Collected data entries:
-- -- --

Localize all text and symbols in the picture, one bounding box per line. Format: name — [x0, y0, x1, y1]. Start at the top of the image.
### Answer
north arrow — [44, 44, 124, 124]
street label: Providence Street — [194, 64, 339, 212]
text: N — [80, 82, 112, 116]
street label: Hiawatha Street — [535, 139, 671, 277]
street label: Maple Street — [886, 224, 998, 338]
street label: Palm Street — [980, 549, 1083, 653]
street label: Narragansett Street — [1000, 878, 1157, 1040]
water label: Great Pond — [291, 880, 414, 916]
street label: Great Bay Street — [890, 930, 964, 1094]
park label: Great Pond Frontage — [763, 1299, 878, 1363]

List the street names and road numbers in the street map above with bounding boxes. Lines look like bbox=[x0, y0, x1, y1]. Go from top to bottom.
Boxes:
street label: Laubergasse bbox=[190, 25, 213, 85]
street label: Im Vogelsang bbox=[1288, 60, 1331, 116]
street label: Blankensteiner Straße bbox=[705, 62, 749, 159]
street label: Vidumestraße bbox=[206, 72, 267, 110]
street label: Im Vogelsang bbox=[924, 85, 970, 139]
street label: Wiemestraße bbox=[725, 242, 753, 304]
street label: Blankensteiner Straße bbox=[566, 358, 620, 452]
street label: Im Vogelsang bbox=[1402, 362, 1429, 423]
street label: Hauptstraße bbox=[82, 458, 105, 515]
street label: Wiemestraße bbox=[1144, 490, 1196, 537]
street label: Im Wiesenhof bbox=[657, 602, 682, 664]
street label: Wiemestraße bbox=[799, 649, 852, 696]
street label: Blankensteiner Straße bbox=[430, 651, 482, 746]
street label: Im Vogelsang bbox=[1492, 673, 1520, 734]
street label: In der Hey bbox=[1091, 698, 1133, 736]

-- -- --

[Problem to solve] Please return every entry exactly as it appears.

[Answer for the task]
Localize all text and symbols in the picture, one bounding box per line. Format: name — [x0, y0, x1, y1]. Start at the top of the image.
### Answer
north arrow — [44, 44, 124, 124]
street label: Providence Street — [194, 64, 339, 212]
text: N — [80, 82, 112, 116]
street label: Hiawatha Street — [535, 139, 671, 277]
street label: Maple Street — [886, 224, 998, 338]
street label: Palm Street — [980, 549, 1083, 653]
street label: Narragansett Street — [1000, 878, 1157, 1040]
water label: Great Pond — [291, 880, 414, 916]
street label: Great Bay Street — [890, 930, 964, 1094]
park label: Great Pond Frontage — [763, 1299, 878, 1363]

List the street names and road numbers in the street map above with bounding boxes. Lines look like bbox=[x0, y0, x1, y1]. Go from top to bottom.
Boxes:
street label: Laubergasse bbox=[190, 25, 213, 85]
street label: Im Vogelsang bbox=[1288, 60, 1331, 116]
street label: Blankensteiner Straße bbox=[705, 62, 749, 159]
street label: Vidumestraße bbox=[206, 72, 267, 110]
street label: Im Vogelsang bbox=[924, 85, 970, 139]
street label: Wiemestraße bbox=[725, 242, 753, 304]
street label: Blankensteiner Straße bbox=[566, 358, 620, 452]
street label: Im Vogelsang bbox=[1402, 362, 1429, 423]
street label: Hauptstraße bbox=[82, 458, 105, 515]
street label: Wiemestraße bbox=[1144, 490, 1196, 537]
street label: Im Wiesenhof bbox=[657, 602, 682, 664]
street label: Wiemestraße bbox=[799, 649, 852, 696]
street label: Blankensteiner Straße bbox=[430, 651, 482, 746]
street label: Im Vogelsang bbox=[1492, 673, 1520, 734]
street label: In der Hey bbox=[1091, 698, 1133, 736]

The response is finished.